Your task >>
Leaving out every picture, retype the lines below from the top through the one that contains "display:flex; align-items:center; gap:20px;".

□ □ □ □ □ □ □

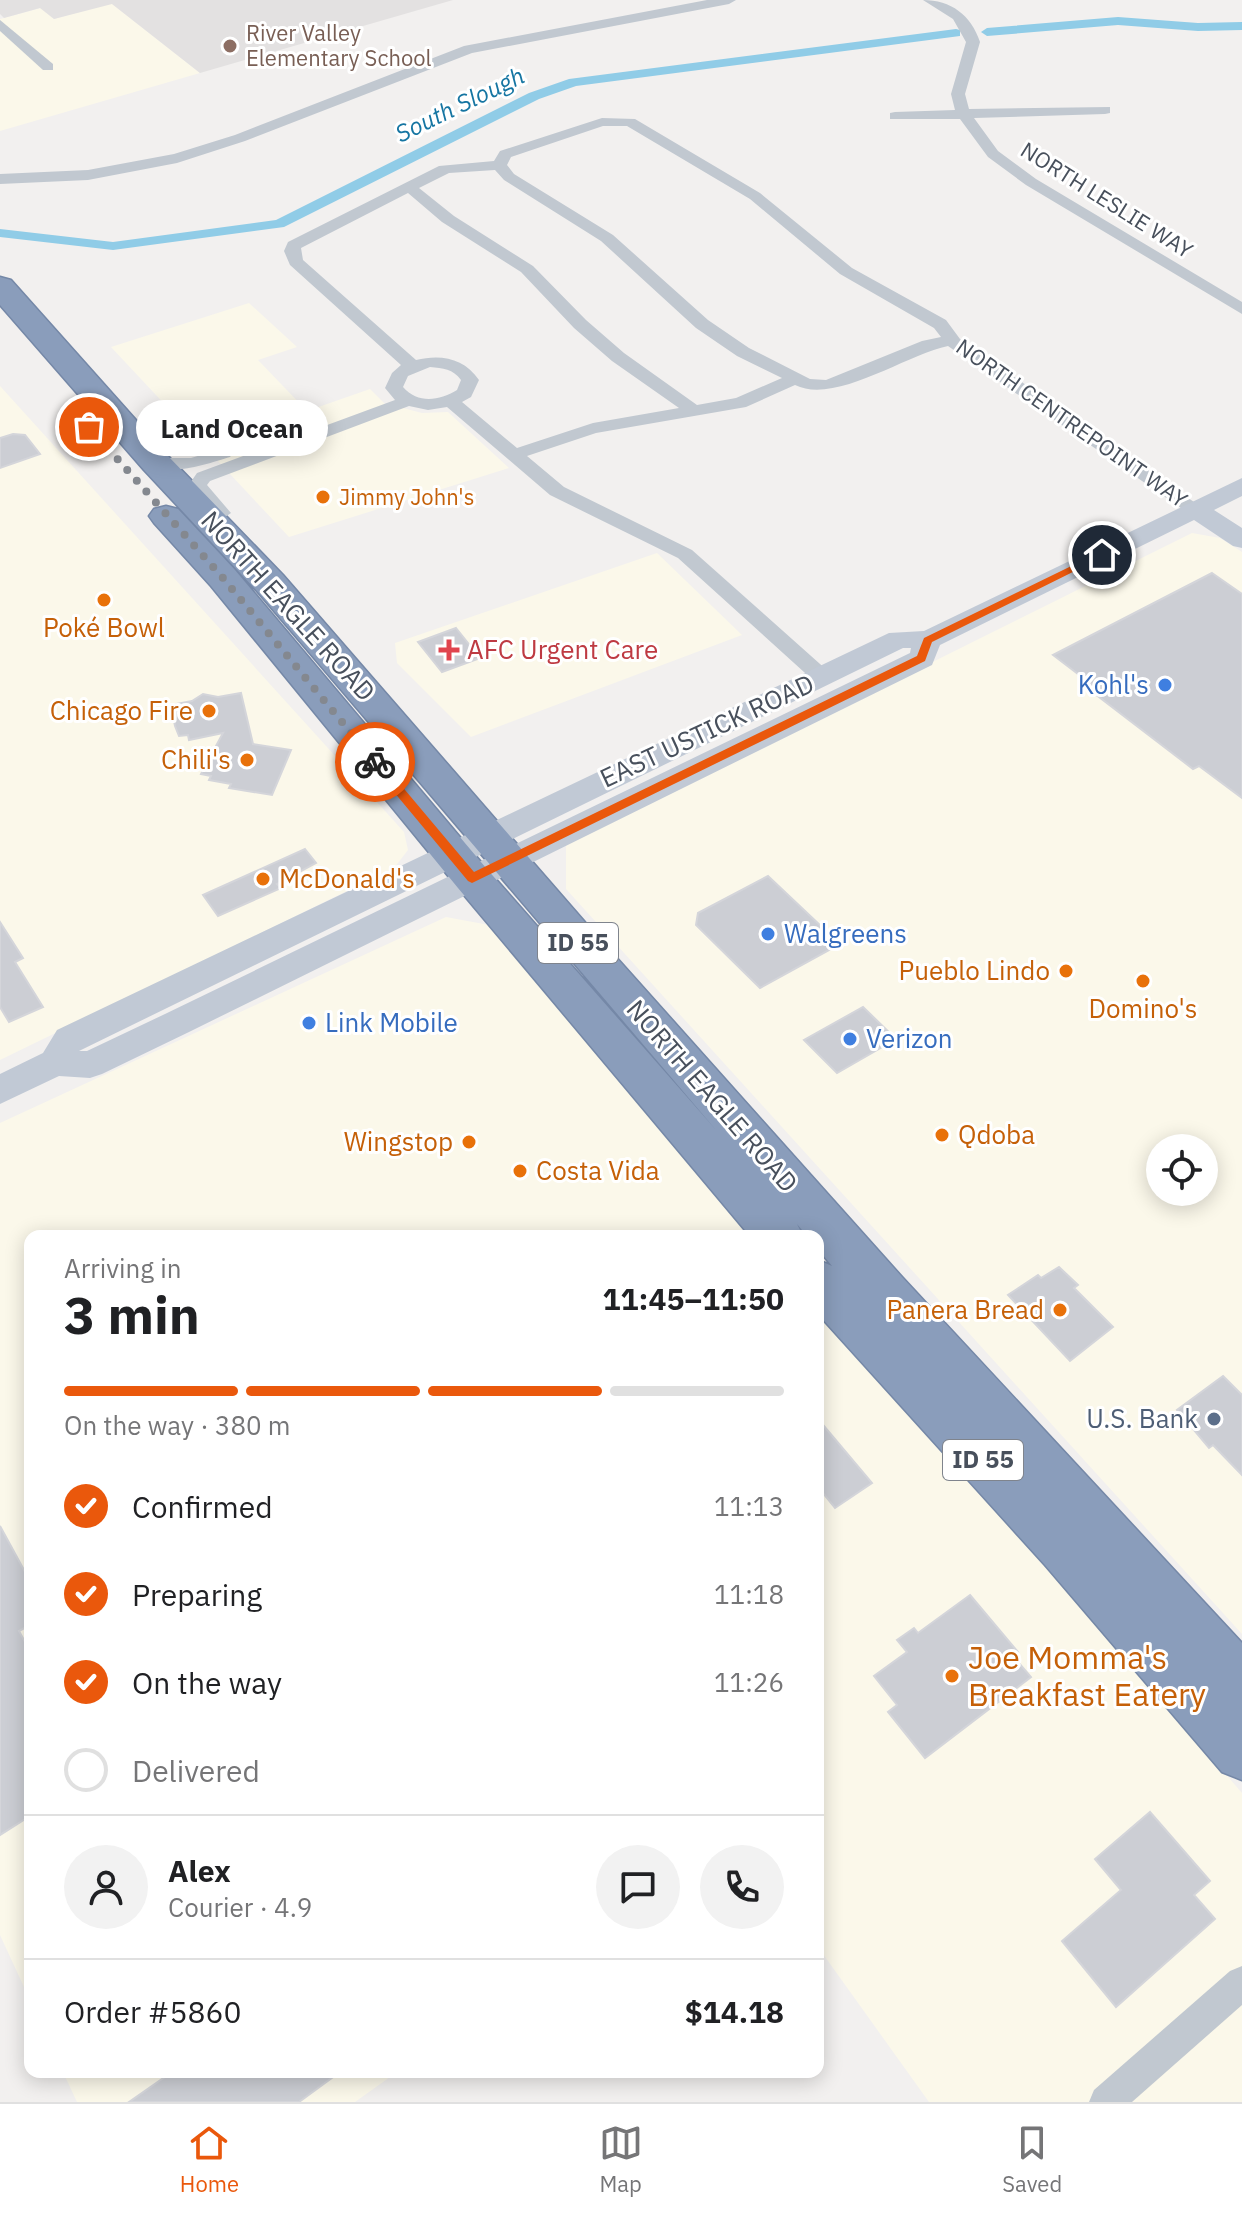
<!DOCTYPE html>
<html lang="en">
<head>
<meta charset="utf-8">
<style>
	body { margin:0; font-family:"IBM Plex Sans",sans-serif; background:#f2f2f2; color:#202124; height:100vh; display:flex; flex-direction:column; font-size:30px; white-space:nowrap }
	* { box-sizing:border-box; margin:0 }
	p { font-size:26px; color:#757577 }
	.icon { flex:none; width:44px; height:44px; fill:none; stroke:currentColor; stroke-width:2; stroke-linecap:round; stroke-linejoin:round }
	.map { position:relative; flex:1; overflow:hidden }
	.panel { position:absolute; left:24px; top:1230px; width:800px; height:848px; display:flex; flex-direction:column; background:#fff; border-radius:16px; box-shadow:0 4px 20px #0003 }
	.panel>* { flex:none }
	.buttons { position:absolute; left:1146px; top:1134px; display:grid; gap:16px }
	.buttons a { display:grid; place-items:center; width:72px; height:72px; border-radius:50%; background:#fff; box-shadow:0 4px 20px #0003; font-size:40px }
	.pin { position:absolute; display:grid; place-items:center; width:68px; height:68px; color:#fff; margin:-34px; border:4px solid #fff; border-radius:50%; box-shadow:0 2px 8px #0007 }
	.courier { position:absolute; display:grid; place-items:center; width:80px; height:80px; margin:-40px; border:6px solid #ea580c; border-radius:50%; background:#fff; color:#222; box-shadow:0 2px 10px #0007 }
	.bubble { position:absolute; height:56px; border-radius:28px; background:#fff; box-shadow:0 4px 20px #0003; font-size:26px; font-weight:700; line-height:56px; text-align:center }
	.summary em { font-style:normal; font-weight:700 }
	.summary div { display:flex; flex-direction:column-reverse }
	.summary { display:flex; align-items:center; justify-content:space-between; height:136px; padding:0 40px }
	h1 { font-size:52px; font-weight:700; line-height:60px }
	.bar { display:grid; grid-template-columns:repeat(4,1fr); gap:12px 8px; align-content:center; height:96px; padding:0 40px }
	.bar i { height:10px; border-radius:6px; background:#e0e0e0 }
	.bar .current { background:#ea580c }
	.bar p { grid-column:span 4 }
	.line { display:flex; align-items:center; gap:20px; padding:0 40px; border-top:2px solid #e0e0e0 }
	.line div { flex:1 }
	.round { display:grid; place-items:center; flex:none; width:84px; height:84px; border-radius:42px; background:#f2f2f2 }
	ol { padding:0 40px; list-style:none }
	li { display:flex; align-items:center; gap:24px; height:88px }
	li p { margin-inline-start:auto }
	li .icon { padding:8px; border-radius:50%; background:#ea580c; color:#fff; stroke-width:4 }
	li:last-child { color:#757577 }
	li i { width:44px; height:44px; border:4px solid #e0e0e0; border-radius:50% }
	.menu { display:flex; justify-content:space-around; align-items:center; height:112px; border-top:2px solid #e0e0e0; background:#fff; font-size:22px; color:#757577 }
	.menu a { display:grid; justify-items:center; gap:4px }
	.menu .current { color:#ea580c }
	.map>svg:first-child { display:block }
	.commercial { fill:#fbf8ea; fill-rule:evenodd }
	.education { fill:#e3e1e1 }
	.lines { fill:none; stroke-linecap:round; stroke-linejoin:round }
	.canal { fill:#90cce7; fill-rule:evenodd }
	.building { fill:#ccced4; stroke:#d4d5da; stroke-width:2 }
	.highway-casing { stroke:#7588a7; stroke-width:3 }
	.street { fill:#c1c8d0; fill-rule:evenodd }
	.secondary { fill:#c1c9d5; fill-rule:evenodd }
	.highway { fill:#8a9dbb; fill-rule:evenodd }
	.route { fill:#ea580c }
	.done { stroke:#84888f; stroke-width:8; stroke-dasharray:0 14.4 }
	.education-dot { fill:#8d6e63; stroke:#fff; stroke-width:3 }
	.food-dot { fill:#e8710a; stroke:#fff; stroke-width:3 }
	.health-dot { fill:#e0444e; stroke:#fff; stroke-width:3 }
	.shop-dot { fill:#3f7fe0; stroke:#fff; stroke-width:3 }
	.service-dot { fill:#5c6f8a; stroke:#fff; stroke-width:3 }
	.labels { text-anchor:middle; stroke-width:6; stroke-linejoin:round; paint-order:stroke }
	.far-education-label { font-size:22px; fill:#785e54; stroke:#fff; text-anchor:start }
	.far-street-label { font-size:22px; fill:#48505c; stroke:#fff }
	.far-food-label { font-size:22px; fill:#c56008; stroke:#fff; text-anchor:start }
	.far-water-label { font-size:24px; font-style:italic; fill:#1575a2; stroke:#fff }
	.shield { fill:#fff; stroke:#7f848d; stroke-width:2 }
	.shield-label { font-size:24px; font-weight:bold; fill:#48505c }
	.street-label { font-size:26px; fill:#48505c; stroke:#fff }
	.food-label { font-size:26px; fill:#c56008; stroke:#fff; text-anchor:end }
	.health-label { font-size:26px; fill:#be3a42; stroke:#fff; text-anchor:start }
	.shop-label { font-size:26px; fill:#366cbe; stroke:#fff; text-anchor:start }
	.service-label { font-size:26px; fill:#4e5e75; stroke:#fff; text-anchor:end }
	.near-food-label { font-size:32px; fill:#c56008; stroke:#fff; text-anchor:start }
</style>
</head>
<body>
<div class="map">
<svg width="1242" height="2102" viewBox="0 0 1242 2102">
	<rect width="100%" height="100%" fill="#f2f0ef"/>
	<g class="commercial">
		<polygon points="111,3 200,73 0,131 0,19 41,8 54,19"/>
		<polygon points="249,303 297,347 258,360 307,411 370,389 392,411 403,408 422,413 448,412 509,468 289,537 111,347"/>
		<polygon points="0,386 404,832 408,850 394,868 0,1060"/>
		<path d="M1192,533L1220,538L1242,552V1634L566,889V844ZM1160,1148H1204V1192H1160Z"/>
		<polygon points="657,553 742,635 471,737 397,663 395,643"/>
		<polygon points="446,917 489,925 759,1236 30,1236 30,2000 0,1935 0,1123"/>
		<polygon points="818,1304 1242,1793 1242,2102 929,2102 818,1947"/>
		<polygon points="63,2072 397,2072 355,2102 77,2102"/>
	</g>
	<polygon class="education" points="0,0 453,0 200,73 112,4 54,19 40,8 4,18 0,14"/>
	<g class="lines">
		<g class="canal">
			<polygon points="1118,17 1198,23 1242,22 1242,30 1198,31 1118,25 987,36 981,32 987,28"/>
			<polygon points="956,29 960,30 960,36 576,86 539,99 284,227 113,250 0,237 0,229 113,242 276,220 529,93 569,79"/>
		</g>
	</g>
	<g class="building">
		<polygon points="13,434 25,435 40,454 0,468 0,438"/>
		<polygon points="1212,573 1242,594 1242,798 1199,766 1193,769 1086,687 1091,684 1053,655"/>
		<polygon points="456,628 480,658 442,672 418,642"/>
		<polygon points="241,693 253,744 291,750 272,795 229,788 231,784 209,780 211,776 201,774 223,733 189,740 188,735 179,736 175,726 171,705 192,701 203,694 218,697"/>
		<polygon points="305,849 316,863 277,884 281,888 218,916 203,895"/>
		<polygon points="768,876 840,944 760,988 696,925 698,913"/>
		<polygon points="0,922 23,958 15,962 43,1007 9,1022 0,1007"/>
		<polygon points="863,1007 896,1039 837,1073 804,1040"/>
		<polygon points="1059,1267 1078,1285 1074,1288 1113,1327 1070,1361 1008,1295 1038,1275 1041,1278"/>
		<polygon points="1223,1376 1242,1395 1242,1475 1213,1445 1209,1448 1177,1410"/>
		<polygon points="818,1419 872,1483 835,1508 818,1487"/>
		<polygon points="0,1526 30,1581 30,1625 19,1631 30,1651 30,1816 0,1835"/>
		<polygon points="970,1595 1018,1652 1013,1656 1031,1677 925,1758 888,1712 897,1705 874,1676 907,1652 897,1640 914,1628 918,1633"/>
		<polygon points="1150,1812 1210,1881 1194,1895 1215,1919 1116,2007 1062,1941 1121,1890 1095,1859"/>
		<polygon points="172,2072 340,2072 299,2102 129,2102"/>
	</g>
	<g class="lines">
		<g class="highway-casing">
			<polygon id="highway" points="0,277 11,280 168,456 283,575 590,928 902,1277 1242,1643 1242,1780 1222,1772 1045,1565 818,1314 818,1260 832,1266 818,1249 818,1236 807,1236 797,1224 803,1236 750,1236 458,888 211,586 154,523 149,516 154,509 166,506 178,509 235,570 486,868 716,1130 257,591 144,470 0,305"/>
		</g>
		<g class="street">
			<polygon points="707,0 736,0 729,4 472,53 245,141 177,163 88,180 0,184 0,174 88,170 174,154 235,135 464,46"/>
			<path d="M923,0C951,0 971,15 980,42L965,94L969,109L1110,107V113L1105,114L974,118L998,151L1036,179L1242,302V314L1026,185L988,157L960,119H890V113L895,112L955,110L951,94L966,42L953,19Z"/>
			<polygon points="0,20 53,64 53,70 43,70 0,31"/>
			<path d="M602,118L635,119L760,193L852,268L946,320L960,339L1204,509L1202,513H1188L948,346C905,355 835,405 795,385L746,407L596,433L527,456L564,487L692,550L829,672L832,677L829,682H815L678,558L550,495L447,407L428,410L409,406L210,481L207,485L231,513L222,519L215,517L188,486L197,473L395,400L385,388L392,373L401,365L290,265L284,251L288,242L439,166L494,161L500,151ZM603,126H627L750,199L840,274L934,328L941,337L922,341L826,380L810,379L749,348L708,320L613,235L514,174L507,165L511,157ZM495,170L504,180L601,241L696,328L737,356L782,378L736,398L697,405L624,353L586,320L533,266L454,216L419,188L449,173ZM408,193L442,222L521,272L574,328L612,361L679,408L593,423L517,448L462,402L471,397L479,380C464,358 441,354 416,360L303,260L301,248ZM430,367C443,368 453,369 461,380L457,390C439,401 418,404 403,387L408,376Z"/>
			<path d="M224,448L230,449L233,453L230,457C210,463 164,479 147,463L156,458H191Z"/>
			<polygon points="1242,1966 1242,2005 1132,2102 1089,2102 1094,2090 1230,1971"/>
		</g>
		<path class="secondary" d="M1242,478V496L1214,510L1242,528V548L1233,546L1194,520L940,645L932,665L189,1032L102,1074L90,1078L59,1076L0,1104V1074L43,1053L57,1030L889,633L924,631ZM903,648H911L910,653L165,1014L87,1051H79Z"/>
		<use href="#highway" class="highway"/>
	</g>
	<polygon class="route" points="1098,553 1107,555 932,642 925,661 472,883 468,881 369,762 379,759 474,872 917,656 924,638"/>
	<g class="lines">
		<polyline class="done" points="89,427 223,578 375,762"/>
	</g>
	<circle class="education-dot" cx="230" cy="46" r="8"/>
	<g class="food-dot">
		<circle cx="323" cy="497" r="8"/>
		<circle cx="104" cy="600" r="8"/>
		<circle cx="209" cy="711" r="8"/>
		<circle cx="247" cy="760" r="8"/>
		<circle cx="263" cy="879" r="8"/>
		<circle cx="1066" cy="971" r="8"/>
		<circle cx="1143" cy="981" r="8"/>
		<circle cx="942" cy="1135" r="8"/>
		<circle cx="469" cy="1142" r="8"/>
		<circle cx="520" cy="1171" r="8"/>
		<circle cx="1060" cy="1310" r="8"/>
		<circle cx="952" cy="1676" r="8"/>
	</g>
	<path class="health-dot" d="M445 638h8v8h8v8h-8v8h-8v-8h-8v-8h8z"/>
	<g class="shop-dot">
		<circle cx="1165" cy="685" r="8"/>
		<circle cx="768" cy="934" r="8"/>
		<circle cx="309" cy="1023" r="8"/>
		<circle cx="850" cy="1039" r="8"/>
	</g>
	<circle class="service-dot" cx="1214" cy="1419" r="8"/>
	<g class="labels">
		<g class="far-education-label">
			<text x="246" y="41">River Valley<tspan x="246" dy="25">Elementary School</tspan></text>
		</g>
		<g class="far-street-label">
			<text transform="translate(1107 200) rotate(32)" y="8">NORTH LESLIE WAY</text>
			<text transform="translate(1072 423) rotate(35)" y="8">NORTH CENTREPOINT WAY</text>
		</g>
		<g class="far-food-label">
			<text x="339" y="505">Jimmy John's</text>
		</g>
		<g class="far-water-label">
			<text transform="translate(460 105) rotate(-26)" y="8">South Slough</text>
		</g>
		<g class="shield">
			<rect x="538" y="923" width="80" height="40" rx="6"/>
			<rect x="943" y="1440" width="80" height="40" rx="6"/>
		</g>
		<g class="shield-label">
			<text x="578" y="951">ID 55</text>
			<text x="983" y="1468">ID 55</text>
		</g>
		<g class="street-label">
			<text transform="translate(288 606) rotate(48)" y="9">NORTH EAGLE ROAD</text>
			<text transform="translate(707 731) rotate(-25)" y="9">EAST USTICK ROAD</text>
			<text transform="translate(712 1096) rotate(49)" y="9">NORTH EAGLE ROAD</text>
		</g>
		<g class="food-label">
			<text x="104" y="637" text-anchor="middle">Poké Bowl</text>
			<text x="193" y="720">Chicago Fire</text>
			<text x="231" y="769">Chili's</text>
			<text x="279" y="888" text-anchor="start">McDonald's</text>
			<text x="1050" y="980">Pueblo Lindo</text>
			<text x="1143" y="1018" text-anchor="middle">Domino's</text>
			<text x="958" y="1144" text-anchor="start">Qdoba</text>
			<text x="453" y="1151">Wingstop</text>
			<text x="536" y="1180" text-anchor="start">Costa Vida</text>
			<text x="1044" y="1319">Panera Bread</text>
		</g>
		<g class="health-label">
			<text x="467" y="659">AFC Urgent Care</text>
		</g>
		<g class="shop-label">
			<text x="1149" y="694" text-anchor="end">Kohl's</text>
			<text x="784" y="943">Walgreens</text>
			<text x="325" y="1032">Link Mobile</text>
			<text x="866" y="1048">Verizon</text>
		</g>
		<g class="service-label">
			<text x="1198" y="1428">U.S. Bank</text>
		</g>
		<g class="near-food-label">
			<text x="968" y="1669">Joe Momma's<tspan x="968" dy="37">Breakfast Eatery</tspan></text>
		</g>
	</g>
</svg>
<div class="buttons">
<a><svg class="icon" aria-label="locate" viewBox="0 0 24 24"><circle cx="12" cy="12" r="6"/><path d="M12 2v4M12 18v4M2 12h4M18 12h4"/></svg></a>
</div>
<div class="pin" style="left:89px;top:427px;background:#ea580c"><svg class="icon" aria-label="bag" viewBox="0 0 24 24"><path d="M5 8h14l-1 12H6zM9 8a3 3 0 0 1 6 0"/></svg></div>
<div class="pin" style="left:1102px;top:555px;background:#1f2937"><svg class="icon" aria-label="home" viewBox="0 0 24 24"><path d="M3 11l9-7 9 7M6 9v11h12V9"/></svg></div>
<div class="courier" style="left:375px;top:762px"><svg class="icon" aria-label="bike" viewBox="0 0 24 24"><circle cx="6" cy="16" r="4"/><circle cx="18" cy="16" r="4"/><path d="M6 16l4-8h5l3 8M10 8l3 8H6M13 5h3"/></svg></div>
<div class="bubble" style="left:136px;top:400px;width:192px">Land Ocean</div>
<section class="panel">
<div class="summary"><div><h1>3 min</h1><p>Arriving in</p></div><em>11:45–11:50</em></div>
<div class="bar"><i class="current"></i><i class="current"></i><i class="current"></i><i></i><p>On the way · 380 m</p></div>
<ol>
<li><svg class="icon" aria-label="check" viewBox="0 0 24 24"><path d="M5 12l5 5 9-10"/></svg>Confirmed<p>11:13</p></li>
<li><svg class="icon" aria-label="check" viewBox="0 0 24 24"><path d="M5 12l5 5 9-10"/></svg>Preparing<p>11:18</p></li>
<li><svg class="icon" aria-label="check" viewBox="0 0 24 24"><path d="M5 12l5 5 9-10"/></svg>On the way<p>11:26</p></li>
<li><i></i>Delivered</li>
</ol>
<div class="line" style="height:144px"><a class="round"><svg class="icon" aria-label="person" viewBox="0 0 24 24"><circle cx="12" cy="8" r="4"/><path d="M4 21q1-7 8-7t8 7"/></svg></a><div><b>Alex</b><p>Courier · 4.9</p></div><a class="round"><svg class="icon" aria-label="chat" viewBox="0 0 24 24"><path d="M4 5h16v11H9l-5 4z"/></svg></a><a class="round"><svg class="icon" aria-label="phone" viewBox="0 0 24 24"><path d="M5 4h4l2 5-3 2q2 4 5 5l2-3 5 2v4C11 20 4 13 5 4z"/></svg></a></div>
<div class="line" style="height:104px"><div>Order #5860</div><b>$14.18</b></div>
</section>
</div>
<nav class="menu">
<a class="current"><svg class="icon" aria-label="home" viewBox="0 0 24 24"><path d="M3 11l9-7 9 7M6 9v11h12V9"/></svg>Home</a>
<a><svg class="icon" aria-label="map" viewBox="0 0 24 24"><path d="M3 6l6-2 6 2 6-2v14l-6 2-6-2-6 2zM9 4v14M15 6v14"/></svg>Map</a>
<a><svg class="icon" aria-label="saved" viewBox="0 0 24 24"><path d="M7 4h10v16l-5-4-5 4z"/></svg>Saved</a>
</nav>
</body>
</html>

□ □ □ □ □ □ □

Task result >>
<!DOCTYPE html>
<html lang="en">
<head>
<meta charset="utf-8">
<style>
	body { margin:0; font-family:"IBM Plex Sans",sans-serif; background:#f2f2f2; color:#202124; height:100vh; display:flex; flex-direction:column; font-size:30px; white-space:nowrap }
	* { box-sizing:border-box; margin:0 }
	p { font-size:26px; color:#757577 }
	.icon { flex:none; width:44px; height:44px; fill:none; stroke:currentColor; stroke-width:2; stroke-linecap:round; stroke-linejoin:round }
	.map { position:relative; flex:1; overflow:hidden }
	.panel { position:absolute; left:24px; top:1230px; width:800px; height:848px; display:flex; flex-direction:column; background:#fff; border-radius:16px; box-shadow:0 4px 20px #0003 }
	.panel>* { flex:none }
	.buttons { position:absolute; left:1146px; top:1134px; display:grid; gap:16px }
	.buttons a { display:grid; place-items:center; width:72px; height:72px; border-radius:50%; background:#fff; box-shadow:0 4px 20px #0003; font-size:40px }
	.pin { position:absolute; display:grid; place-items:center; width:68px; height:68px; color:#fff; margin:-34px; border:4px solid #fff; border-radius:50%; box-shadow:0 2px 8px #0007 }
	.courier { position:absolute; display:grid; place-items:center; width:80px; height:80px; margin:-40px; border:6px solid #ea580c; border-radius:50%; background:#fff; color:#222; box-shadow:0 2px 10px #0007 }
	.bubble { position:absolute; height:56px; border-radius:28px; background:#fff; box-shadow:0 4px 20px #0003; font-size:26px; font-weight:700; line-height:56px; text-align:center }
	.summary em { font-style:normal; font-weight:700 }
	.summary div { display:flex; flex-direction:column-reverse }
	.summary { display:flex; align-items:center; justify-content:space-between; height:136px; padding:0 40px }
	h1 { font-size:52px; font-weight:700; line-height:60px }
	.bar { display:grid; grid-template-columns:repeat(4,1fr); gap:12px 8px; align-content:center; height:96px; padding:0 40px }
	.bar i { height:10px; border-radius:6px; background:#e0e0e0 }
	.bar .current { background:#ea580c }
	.bar p { grid-column:span 4 }
	.line { display:flex; align-items:center; gap:20px; padding:0 40px; border-top:2px solid #e0e0e0 }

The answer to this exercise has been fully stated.